El pasado 16 de junio se estrenó en el Gaumont. Allí, en apenas una semana trepó hasta el tercer lugar de las películas más vistas en espacios INCAA. Un puntapié inicial que siguió con la exhibición en varios espacios INCAA del país. Toda una estrategia diseñada y ejecutada por el propio director, quien pese a apoyar la existencia y función del Instituto Nacional de Cine y Artes Audiovisuales sabe que al esquema le falta un punto de cocción.

Vallarelli sostiene que "como el subsidio del INCAA está más enfocado en hacer, cobrar y vivir, la exhibición no forma parte del problema cotidiano". La exhibición, es decir que el público vea las películas que el instituto financia, deviene más un problema técnico para que los productores puedan cobrar el subsidio completo que un incentivo para la industria. "El sistema tiene que ser más virtuoso y encargarse de la exhibición", sostiene Vallarelli, a la vez que recalca la necesidad de fortalecer al INCAA y democratizarlo, además de tener una cinemateca nacional que eduque al público en la riquísima tradición del cine argentino.

Las cosas donde ya no estaban, además, funciona como un faro para estudiantes del IDAC y para discutir la idea de que "los otros lugares te dan más chapa". Para Vallarelli, fiel representante de la escuela cinematográfica bonaerense, otro cine es posible. Con el estreno de este film, el humilde pero no menos trabajador IDAC se anima a disputar un espacio entre las escuelas de cine local como la ENERC o la mismísima FUC. Vallarelli quiere convencer a sus estudiantes de que para hacer una película propia y llegar a verla en un cine, "no se tienen que ir a otro lado, no tienen que ser multimillonarios, no tienen que venir de una familia de plata". Aunque "sí tienen que laburar un montón".

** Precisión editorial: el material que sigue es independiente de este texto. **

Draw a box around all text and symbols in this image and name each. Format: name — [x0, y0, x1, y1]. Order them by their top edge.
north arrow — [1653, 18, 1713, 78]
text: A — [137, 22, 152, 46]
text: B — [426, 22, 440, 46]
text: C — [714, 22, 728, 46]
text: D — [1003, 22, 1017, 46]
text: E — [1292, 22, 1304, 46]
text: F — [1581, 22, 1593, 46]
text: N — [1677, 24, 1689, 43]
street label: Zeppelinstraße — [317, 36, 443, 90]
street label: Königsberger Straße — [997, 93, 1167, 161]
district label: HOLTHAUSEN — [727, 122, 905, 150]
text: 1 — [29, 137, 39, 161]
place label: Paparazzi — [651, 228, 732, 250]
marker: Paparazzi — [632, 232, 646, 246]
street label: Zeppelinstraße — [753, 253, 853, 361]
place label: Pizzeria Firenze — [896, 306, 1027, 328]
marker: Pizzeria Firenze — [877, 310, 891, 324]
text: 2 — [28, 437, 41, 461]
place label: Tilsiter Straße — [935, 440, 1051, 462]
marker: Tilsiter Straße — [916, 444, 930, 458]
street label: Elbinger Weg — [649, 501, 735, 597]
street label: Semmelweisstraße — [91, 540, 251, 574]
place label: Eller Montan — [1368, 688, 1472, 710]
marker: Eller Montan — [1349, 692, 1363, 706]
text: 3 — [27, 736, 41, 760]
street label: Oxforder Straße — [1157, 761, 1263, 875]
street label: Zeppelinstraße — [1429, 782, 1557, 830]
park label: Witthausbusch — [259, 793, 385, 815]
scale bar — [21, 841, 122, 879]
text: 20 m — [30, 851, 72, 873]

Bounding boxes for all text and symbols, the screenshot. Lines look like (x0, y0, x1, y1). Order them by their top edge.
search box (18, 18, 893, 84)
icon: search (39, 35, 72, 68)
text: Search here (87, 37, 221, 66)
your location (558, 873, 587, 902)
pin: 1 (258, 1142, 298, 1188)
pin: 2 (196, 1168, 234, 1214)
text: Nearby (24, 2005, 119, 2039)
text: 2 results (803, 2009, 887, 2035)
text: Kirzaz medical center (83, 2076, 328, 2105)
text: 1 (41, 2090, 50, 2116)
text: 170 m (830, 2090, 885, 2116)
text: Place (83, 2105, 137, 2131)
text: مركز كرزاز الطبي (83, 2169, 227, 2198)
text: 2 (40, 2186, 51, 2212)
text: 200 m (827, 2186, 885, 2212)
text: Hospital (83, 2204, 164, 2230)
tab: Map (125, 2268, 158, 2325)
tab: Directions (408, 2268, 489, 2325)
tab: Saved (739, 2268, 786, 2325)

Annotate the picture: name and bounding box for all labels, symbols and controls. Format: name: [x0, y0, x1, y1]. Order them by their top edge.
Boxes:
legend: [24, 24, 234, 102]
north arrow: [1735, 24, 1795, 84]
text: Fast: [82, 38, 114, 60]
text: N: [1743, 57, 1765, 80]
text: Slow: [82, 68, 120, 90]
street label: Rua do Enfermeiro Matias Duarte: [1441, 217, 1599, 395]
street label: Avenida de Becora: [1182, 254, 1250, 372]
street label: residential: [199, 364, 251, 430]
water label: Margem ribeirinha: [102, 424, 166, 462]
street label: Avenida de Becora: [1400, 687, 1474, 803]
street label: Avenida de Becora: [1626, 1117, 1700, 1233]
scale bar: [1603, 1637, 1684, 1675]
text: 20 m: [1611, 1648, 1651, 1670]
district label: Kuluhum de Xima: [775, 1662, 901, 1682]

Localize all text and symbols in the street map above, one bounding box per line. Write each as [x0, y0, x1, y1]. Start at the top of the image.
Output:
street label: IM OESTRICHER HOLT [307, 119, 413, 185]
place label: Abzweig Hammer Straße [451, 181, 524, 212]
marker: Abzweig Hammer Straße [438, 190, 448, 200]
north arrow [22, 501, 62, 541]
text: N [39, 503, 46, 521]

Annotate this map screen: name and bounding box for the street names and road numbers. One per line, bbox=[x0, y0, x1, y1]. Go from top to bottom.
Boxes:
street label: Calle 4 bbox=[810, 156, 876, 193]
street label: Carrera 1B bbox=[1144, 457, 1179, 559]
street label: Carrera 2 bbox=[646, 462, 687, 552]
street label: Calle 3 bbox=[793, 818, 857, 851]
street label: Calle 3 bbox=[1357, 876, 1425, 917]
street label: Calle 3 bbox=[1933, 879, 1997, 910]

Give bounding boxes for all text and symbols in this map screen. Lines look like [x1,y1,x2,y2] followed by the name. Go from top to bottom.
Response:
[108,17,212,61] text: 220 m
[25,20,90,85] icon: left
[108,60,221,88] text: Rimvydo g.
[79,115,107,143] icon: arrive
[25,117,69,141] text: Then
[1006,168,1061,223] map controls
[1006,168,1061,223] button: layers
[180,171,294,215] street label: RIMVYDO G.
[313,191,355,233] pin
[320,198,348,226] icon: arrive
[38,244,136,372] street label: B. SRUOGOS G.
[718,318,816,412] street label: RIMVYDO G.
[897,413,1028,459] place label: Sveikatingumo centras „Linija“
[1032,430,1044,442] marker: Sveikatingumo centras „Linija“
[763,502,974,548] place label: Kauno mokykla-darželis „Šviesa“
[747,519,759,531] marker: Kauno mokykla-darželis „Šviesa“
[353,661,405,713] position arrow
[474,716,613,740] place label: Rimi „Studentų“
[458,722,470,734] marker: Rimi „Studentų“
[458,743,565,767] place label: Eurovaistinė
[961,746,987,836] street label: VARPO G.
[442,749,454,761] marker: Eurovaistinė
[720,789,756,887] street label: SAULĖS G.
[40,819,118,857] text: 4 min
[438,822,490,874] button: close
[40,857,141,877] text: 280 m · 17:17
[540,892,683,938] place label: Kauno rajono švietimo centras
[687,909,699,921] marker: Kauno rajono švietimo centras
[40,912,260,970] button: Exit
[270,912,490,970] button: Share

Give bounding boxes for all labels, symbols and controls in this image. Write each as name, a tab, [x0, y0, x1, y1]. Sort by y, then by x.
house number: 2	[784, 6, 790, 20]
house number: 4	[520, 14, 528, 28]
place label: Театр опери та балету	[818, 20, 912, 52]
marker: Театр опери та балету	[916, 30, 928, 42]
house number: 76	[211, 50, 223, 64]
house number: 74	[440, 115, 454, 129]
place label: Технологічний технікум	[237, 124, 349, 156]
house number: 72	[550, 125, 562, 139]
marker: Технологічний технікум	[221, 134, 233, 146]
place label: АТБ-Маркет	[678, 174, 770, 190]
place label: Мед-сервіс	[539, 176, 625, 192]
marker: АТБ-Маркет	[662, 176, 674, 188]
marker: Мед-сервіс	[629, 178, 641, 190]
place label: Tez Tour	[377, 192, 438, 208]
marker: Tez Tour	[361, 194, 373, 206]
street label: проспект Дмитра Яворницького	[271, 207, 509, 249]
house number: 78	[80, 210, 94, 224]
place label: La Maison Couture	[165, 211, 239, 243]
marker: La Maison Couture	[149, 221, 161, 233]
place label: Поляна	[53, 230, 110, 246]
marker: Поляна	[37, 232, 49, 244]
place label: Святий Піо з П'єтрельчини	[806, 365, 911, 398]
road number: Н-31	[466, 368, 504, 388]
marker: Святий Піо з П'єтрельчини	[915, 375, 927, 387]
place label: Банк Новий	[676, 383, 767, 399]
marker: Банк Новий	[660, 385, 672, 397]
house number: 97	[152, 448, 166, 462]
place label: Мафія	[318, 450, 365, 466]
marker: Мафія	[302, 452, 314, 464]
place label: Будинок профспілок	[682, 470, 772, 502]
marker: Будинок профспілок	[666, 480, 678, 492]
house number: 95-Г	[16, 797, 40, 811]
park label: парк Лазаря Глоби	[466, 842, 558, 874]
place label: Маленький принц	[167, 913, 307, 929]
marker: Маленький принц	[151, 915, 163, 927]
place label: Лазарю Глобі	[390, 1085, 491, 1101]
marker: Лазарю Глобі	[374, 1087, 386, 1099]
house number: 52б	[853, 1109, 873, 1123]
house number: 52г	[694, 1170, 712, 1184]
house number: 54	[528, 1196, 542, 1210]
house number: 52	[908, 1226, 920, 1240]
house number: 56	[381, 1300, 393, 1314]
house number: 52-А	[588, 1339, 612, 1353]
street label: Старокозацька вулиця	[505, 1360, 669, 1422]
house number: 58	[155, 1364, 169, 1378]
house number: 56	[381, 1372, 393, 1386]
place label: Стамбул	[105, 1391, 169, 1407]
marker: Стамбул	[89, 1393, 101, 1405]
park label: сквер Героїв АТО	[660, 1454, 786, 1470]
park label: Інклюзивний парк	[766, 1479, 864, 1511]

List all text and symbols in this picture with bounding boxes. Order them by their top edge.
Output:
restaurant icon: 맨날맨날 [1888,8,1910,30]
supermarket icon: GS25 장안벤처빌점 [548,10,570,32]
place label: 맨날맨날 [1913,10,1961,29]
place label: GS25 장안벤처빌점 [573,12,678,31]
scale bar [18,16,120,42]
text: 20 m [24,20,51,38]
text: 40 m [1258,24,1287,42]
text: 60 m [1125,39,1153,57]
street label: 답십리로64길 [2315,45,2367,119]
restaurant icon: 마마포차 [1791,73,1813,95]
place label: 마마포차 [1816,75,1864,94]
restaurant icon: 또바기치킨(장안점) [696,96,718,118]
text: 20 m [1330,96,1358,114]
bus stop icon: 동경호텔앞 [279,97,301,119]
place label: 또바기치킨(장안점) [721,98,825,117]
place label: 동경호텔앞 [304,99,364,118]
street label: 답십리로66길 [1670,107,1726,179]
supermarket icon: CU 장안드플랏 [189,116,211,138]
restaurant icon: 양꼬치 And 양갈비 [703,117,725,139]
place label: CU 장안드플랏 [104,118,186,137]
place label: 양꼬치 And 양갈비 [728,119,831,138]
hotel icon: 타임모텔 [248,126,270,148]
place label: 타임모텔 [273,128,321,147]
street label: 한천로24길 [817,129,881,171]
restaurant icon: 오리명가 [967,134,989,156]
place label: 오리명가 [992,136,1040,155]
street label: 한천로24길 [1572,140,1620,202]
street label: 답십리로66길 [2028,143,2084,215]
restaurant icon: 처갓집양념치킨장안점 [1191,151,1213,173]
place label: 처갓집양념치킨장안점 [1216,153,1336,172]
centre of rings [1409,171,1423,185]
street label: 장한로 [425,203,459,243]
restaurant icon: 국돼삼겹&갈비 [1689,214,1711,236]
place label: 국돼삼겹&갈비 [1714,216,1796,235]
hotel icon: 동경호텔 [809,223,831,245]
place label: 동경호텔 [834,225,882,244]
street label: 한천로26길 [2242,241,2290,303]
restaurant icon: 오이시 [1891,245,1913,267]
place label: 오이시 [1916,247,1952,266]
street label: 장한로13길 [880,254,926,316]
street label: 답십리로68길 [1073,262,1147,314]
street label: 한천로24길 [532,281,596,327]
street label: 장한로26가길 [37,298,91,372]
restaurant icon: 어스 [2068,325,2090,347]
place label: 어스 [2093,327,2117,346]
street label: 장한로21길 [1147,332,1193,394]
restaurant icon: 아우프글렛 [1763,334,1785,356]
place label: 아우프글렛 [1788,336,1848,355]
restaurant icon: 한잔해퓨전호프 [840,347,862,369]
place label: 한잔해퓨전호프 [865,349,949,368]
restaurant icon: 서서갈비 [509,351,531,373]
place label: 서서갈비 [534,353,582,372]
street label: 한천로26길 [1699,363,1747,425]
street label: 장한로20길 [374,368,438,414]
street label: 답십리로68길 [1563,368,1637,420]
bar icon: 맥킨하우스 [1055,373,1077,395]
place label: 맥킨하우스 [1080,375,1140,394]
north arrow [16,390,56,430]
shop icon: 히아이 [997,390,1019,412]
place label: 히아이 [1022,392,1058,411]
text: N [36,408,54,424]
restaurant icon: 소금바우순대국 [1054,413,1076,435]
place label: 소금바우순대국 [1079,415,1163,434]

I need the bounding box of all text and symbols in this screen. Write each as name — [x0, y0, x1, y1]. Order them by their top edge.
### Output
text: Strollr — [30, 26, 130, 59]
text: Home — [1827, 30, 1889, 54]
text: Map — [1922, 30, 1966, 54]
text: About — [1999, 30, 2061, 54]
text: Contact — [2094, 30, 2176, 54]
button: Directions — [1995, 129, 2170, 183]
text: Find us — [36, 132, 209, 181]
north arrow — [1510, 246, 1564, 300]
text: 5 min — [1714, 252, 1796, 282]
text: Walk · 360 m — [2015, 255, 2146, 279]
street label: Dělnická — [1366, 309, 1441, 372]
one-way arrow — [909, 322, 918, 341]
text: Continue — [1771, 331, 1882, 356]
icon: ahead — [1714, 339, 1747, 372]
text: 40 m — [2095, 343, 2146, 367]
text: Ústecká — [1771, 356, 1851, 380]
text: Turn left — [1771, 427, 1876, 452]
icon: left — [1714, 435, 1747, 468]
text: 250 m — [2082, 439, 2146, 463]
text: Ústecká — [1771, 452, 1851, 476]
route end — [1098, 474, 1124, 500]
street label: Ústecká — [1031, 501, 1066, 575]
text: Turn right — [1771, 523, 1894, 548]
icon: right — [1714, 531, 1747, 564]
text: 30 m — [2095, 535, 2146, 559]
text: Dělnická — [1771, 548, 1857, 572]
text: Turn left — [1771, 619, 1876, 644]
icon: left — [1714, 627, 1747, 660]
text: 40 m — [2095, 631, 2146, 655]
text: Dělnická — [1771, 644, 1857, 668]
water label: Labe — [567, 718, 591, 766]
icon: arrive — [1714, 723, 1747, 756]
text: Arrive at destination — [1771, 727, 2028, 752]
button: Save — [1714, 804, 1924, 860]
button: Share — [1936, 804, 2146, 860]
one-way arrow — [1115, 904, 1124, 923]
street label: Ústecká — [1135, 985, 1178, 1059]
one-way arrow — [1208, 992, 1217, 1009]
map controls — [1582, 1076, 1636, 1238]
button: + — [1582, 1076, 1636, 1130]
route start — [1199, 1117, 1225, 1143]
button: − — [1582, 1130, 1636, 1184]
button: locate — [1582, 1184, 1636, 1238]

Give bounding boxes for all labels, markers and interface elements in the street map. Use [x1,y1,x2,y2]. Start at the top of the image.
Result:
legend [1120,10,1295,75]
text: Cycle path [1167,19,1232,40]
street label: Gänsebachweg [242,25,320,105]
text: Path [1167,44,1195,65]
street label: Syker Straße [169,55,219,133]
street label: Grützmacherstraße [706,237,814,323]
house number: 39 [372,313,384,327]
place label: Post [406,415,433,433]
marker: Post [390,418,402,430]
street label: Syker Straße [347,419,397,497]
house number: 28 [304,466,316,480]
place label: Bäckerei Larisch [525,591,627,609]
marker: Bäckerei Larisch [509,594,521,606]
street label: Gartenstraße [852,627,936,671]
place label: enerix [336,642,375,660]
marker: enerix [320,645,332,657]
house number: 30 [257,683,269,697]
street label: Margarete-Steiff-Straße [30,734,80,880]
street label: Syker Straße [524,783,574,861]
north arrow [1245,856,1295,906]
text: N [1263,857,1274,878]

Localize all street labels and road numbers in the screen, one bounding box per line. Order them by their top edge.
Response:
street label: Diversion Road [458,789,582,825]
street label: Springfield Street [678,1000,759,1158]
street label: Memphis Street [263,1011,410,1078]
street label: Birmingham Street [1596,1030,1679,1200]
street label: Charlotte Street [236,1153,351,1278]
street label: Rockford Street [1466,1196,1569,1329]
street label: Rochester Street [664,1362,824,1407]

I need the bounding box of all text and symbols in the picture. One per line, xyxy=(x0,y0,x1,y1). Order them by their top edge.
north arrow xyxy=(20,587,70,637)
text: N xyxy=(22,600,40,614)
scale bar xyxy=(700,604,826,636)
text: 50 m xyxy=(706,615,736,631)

Y como nadie es profeta en su tierra, Las cosas donde ya no estaban ganó su segundo festival, pero esta vez en Italia y el premio fueron 8000 mil dogecoins: la famosa criptomoneda meme cuya vida empezó como un chiste y que ha llegado a valer 60 centavos de dólar. Un premio inusual, para una película inusual y un director inusual. Si la diosa fortuna lo sigue acompañando, tal vez el próximo mercado alcista cripto pague su siguiente película.


Este artículo fue publicado originalmente en Página/12. Se reproduce aquí con autorización del autor.